One state has recognized that a more balanced approach to the allowance of companion animals in the home is necessary. In California, as of January 1, 2001 “no governing documents shall prohibit the owner of a separate interest within a common interest development from keeping at least one companion animal . . . subject to reasonable rules and regulations of the association,” Ca. Civ. Code § 1360.5, and “no [mobile home park] lease agreement . . . shall prohibit a homeowner from keeping at least one companion animal within the park, subject to reasonable rules and regulations of the park.” Ca. Civ. Code § 798.33. These laws govern only residences owned by the person but reflect a basic tenet of property law that the owners of property are entitled to broad authority over their property so long as they do not infringe another’s property interests. The California laws properly balance the interests of all homeowners by prohibiting unreasonably restrictive covenants that ban all animals from the community while subjecting the animal’s presence in the housing community to reasonable rules and regulations.
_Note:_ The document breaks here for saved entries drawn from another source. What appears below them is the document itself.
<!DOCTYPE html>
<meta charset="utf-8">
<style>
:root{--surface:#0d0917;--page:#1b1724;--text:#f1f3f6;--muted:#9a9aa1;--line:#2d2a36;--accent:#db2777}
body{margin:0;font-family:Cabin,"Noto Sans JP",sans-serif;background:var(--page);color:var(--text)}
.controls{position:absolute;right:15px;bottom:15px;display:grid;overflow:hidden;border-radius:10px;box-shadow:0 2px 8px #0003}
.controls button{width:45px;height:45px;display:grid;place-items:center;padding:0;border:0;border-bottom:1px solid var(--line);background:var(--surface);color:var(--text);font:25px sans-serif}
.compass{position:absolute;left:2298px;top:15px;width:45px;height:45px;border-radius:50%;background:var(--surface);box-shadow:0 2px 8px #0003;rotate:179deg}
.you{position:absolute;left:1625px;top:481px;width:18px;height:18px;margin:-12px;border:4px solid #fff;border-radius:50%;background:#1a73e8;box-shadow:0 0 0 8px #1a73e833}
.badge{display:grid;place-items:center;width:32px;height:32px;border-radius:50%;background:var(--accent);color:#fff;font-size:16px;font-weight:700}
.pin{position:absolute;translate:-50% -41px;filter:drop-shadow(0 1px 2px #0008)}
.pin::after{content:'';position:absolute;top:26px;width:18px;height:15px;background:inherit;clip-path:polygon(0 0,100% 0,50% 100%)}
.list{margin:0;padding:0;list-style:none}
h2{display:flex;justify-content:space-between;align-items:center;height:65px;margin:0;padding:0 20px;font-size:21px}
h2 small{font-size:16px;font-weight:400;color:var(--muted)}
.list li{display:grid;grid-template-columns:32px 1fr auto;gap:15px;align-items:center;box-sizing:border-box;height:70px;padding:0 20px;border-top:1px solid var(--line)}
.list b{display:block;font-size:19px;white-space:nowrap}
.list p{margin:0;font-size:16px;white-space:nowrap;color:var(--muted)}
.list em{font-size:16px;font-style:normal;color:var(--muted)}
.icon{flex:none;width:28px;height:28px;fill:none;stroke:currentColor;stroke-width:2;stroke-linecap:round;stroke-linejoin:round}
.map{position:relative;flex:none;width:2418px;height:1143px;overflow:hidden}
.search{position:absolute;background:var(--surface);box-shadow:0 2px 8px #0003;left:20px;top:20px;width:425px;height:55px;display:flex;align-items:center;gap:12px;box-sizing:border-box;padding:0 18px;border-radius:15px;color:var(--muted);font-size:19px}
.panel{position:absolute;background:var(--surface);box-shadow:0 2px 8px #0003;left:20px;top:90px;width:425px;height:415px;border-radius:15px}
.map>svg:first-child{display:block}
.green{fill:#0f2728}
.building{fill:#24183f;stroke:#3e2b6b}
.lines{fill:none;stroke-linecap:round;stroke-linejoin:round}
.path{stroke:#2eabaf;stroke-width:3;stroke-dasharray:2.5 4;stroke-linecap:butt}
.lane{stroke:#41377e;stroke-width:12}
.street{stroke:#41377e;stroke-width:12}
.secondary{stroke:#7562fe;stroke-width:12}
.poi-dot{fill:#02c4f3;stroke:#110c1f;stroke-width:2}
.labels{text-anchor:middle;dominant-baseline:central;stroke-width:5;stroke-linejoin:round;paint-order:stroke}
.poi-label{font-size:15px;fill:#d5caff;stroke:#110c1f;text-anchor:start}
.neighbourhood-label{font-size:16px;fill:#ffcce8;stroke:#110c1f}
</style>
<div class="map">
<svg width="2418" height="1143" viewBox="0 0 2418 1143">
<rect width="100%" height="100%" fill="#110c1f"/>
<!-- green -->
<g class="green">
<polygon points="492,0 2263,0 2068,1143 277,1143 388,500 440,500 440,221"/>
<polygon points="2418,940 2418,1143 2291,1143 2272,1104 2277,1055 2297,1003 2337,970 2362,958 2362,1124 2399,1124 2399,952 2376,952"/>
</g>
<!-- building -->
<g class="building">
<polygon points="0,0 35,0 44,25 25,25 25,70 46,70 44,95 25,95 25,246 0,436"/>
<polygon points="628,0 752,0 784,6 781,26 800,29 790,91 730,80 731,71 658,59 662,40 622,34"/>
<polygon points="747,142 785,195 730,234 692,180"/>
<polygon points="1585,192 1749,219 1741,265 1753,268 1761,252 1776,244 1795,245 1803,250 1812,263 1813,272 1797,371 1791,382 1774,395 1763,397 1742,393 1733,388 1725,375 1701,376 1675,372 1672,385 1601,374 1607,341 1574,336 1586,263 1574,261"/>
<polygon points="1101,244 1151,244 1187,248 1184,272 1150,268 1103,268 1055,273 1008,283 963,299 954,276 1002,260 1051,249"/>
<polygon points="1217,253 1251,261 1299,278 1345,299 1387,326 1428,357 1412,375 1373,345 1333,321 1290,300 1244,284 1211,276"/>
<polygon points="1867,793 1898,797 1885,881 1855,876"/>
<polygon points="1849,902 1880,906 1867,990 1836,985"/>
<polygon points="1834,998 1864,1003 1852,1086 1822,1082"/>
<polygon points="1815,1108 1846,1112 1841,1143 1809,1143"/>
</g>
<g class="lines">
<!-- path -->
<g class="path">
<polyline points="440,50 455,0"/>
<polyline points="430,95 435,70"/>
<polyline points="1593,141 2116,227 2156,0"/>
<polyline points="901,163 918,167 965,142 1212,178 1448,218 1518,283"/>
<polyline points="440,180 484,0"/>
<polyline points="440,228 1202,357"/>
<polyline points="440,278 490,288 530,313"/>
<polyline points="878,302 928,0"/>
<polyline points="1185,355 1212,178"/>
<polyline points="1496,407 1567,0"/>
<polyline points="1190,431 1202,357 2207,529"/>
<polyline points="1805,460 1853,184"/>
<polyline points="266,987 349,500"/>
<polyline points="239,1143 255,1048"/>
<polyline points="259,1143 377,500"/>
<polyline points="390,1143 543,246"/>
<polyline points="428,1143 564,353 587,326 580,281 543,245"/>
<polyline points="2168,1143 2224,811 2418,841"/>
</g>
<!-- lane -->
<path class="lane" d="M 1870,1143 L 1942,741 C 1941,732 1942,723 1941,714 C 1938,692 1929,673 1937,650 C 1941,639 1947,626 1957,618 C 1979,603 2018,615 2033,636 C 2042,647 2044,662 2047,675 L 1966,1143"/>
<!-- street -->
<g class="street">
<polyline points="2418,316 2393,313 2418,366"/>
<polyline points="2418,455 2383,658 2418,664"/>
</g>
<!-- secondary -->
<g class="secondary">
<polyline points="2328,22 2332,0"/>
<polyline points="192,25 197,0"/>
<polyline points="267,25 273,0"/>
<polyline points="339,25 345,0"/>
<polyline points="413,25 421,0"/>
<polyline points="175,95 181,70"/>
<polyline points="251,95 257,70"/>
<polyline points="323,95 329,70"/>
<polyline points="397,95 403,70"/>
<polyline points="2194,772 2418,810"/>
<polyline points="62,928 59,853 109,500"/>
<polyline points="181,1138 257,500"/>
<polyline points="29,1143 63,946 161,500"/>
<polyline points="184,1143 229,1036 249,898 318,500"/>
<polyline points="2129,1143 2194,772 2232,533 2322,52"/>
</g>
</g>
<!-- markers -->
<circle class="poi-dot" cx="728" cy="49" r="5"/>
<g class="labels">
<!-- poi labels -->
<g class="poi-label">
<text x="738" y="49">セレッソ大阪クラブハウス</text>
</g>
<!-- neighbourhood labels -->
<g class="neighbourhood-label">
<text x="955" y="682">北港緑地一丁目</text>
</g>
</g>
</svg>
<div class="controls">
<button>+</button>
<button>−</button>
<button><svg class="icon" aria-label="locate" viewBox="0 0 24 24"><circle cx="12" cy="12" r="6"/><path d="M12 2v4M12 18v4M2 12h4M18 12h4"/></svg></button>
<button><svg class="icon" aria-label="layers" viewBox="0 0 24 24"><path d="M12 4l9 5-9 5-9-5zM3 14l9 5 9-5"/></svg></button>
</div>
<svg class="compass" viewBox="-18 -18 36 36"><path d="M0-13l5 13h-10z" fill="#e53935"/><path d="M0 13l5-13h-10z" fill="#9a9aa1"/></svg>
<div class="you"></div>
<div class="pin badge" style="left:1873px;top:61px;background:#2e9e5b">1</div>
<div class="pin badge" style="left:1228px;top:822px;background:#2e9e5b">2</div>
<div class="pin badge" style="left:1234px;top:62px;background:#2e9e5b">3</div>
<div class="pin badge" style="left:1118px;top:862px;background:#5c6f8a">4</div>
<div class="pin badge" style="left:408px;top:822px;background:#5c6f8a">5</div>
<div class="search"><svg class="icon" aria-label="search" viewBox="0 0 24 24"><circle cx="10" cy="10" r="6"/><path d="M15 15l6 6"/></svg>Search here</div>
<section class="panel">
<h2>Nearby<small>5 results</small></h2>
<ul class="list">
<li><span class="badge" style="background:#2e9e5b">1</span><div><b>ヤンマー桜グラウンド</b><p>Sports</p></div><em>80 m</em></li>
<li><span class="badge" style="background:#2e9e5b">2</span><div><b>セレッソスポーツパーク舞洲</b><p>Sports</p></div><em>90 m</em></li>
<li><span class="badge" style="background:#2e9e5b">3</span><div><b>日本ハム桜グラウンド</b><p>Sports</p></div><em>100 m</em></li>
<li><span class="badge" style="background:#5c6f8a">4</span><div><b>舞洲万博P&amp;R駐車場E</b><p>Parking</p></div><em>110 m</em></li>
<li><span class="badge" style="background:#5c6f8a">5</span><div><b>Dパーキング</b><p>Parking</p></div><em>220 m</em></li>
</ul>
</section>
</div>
These laws do not affect rental property restrictions. The rights of property owners are clearly superior to the rights of renters. While it might be too restrictive to property ownership interests to require all rental properties to allow at least one companion animal subject to reasonable rules and regulations, given the benefits of companions animals, states should better protect the interests of renters who rely on companion animals. For example, states could consider a law that states: “no rental housing lease agreement shall prohibit a renter of age 60 years or above from keeping at least one companion animal within the rental unit, subject to reasonable rules and regulations.” This law better balances the interests of those with a special need for companion animals and the elderly who are often alone, with the interests of landlords and other tenants.
*Joan Schaffner is an Associate Professor of law at the George Washington University Law School and Director of the GW Animal Law Program, jschaf@law.gwu.edu. Special thanks to Maida Genser, with Citizens for Pets in Condos, and the Disabilities Law Project and Bazelon Center for Mental Health Law’s Q&A on Service and Support Animals (June 2006), for bringing this issue to my attention and providing valuable information used to develop this article.